Collected data
=== Begin Enclosure ===
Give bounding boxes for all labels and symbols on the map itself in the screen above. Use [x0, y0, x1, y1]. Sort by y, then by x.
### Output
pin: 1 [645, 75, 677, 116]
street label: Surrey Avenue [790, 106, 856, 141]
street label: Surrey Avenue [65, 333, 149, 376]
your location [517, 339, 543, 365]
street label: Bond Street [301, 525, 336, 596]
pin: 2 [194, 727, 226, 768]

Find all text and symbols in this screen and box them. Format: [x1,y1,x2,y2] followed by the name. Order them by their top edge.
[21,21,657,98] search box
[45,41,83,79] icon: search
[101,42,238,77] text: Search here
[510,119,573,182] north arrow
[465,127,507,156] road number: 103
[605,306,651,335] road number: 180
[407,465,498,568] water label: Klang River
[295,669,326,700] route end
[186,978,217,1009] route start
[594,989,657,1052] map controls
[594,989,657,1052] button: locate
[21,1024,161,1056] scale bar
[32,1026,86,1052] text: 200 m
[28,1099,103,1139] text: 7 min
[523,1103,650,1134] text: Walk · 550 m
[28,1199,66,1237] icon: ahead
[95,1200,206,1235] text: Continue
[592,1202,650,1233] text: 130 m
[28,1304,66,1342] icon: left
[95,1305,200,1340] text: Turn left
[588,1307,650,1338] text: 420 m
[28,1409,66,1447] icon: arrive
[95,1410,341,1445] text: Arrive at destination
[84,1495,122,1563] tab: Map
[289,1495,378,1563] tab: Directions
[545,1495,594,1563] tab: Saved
=== End Enclosure ===
WORK INSTRUCTIONS
What you should produce is an exact retyping of every line above.

EXPECTED ANSWER
Give bounding boxes for all labels and symbols on the map itself in the screen above. Use [x0, y0, x1, y1]. Sort by y, then by x.
### Output
pin: 1 [645, 75, 677, 116]
street label: Surrey Avenue [790, 106, 856, 141]
street label: Surrey Avenue [65, 333, 149, 376]
your location [517, 339, 543, 365]
street label: Bond Street [301, 525, 336, 596]
pin: 2 [194, 727, 226, 768]

Find all text and symbols in this screen and box them. Format: [x1,y1,x2,y2] followed by the name. Order them by their top edge.
[21,21,657,98] search box
[45,41,83,79] icon: search
[101,42,238,77] text: Search here
[510,119,573,182] north arrow
[465,127,507,156] road number: 103
[605,306,651,335] road number: 180
[407,465,498,568] water label: Klang River
[295,669,326,700] route end
[186,978,217,1009] route start
[594,989,657,1052] map controls
[594,989,657,1052] button: locate
[21,1024,161,1056] scale bar
[32,1026,86,1052] text: 200 m
[28,1099,103,1139] text: 7 min
[523,1103,650,1134] text: Walk · 550 m
[28,1199,66,1237] icon: ahead
[95,1200,206,1235] text: Continue
[592,1202,650,1233] text: 130 m
[28,1304,66,1342] icon: left
[95,1305,200,1340] text: Turn left
[588,1307,650,1338] text: 420 m
[28,1409,66,1447] icon: arrive
[95,1410,341,1445] text: Arrive at destination
[84,1495,122,1563] tab: Map
[289,1495,378,1563] tab: Directions
[545,1495,594,1563] tab: Saved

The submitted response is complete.